An introduction to the MXNet API — part 3

Julien Simon
6 min readApr 12, 2017


In part 2, we discussed how Symbols allow us to define computation graphs processing data stored in NDArrays (which we studied in part 1).

In this article, we’re going to use what we learned on Symbols and NDArrays to prepare some data and build a neural network. Then, we’ll use the Module API to train the network and predict results.

Defining our data set

Our (imaginary) data set is composed of 1000 data samples

  • Each sample has 100 features.
  • A feature is represented by a float value between 0 and 1.
  • Samples are split in 10 categories.
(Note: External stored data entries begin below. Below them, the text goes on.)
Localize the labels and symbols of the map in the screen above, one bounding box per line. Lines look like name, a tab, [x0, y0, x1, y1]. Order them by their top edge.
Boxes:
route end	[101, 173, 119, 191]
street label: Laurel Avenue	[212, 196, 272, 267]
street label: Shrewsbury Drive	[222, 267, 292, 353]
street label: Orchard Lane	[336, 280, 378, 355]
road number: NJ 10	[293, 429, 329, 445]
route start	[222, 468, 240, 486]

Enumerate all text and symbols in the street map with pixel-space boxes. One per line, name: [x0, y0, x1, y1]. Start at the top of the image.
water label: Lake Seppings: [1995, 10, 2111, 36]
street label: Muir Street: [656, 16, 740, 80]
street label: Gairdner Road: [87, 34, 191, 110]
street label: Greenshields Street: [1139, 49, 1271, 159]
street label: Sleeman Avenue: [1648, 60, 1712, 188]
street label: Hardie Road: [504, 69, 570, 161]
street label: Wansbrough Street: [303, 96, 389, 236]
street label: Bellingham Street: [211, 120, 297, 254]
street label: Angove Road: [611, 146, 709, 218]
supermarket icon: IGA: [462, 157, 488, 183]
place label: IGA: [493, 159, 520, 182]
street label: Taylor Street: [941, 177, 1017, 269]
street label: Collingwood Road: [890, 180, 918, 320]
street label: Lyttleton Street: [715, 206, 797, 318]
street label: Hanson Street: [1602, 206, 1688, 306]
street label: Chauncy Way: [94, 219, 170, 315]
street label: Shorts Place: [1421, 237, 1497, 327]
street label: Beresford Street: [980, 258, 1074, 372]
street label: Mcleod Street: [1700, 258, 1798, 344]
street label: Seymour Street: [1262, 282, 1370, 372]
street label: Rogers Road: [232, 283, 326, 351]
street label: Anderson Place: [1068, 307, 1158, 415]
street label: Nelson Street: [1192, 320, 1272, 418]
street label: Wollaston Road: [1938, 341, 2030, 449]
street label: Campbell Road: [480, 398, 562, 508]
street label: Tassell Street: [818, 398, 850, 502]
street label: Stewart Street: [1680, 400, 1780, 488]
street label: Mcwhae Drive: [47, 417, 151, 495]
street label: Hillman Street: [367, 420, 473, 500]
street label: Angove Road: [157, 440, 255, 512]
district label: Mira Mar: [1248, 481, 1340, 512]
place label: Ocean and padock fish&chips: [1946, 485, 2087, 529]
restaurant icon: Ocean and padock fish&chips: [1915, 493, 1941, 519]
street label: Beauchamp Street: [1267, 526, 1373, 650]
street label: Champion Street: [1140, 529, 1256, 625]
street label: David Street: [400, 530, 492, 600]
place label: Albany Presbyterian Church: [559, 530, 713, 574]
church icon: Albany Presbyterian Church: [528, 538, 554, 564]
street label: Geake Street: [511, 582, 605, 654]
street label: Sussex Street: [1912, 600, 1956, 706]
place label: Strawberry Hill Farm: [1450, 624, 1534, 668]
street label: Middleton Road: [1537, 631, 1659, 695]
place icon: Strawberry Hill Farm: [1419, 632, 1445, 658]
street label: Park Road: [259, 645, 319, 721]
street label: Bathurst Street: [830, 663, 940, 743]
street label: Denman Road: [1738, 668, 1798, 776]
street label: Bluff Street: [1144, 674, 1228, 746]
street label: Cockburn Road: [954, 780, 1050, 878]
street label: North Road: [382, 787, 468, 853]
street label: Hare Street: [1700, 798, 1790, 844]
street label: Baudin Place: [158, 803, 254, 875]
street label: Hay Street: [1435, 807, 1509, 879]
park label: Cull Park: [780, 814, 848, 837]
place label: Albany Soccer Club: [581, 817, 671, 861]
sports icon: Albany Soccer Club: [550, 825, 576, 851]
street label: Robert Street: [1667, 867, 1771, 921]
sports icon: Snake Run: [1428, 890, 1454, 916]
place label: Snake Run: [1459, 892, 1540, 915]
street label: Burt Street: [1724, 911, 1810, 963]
The purpose of the network will be to predict the correct category for a given sample.
  • We’ll use 800 samples for training and 200 samples for validation.
  • We’ll use a batch size of 10 for training and validation
import mxnet as mx
import numpy as np
import logging
logging.basicConfig(level=logging.INFO)sample_count = 1000
train_count = 800
valid_count = sample_count - train_count
feature_count = 100
category_count = 10

Generating the data set

Let’s use a uniform distribution to generate the 1000 samples. They are stored in an NDArray named ‘X’: 1000 lines, 100 columns.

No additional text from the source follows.